You can get very bogged down in search of a simple Kimchi recipe- seasonal variations are rife in Korea, so here is one stripped down to its birthday suit.
- 1 large Chinese Cabbage (also known as ‘Napa cabbage’, stateside)
- 100g salt
- 4 cloves garlic
- 4 spring onions
- 1 inch piece of Ginger
- 2 chillies or 30g of dried chilli flakes
First off, chop up the cabbage and place it in a bowl and toss well with the salt- the idea here is to get the salt to suck out some of the moisture from the cabbage and help create a brine. Leave for 1 hour.
Meanwhile finely chop all the other ingredients. Chillies are particularly difficult to find in France, partly because the general consensus in my experience is that the French are fannies when it comes to heat so they don’t stock them in the mupersarket- there is a reason the French word for man is ‘homme’. Fortunately the merry little town of Espelette (see here) is just down the road and Basque folks love a bit of fire! A bunch of dried chilli flakes and a sprinkle of cayenne pepper will give you more than enough heat if you are at a loss.
Back to the cabbage- it should now have decreased in volume by almost half, drain off the liquid, rinse the cabbage in cold water to remove any excess salt and pat dry with a tea towel.
Now mix all your ingredients together in the bowl, cover with a towel and leave in a cool place for 4 days, stirring once a day and tasting. You can pot it up earlier if you are happy with your level of fermentation.

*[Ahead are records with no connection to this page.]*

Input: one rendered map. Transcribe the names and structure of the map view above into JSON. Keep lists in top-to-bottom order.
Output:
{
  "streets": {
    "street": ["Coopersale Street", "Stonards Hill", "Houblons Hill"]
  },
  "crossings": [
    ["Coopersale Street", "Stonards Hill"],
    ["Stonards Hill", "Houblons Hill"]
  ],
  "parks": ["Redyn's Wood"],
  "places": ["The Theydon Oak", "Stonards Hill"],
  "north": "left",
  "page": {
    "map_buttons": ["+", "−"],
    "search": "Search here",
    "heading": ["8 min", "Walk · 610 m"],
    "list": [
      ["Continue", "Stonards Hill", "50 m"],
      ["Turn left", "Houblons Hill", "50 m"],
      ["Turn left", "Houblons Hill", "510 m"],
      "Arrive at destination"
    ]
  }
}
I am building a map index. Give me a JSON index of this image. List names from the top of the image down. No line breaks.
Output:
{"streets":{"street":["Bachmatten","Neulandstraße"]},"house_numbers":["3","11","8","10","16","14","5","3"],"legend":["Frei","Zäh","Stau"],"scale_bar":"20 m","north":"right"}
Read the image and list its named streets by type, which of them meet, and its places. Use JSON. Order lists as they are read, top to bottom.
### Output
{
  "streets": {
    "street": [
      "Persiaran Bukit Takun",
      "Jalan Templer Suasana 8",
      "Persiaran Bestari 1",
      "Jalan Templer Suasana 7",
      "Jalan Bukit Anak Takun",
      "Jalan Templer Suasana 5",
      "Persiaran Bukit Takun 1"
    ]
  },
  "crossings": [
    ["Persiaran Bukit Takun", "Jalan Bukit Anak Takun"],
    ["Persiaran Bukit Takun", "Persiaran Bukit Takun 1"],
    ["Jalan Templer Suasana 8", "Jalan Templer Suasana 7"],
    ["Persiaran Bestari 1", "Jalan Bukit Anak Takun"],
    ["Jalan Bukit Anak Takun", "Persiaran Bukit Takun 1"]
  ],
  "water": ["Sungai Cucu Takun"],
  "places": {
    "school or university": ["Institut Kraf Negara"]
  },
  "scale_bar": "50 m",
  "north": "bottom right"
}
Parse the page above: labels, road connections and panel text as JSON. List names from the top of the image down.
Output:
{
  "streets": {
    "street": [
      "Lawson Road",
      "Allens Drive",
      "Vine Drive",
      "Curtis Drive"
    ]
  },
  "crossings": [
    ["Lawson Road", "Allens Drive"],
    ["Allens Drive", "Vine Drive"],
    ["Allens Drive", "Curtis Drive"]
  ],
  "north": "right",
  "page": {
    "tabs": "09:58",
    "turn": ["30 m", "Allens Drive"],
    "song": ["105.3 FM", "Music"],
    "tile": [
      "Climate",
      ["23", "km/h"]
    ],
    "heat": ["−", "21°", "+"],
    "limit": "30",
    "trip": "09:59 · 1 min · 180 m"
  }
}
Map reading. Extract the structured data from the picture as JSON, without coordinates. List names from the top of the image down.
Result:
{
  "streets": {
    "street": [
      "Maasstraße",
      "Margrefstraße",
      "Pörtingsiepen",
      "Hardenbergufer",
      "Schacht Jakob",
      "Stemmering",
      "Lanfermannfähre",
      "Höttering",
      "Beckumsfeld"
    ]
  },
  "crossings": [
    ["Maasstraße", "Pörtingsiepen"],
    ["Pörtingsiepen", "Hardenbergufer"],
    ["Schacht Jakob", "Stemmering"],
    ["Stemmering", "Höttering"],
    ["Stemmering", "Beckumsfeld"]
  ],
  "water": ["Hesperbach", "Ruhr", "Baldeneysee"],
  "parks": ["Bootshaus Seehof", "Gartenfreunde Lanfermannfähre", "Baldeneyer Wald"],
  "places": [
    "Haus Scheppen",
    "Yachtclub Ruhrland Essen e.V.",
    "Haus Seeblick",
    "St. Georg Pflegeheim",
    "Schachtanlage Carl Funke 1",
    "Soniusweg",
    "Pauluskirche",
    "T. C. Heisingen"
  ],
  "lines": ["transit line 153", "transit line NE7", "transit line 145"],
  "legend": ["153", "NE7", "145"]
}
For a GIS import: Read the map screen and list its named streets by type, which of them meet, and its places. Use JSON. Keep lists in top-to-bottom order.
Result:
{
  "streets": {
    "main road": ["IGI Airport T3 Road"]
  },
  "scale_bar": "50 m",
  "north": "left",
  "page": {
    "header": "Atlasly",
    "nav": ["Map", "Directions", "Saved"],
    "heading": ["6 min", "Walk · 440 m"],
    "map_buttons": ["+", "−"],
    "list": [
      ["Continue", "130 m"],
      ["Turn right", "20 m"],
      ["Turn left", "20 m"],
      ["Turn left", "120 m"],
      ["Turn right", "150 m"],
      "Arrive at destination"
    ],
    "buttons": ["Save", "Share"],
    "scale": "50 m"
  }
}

Basically what is going on in the bowl is that the various microorganisms present in the raw ingredients, most notably lactic acid, is able to grow and perpetuate because of a more than 3% brine that you have created for your kimchi to live in.
HGC is still taking bookings, although there is barely any room left in May! Winner, winner, chicken dinner. Please do get in touch if you fancy becoming a 21st Century Hunter-gatherer: Not a bad idea considering the world is due to do something negative by the end of the year and according to the press, PETA are getting scientists to grow artificial meat. And here was I thinking vegetarians were just harmless and a little depressed because of a lack of protein.
Fresh off the slab at Capbreton Fishmarket.
Life in France is grand, plenty of January surf, although it is colder than a witch’s tit. Lots of fish being purchased from Capbreton Harbour. I thought since I lived by the sea I would go big on this in 2012- Bream is the current favourite. Moving inland this week to join the inbreds, have a garden instead of a balcony and build an entire kitchen from scratch- can’t wait! The French Kitchen and HGC France to come soon complete with tree houses.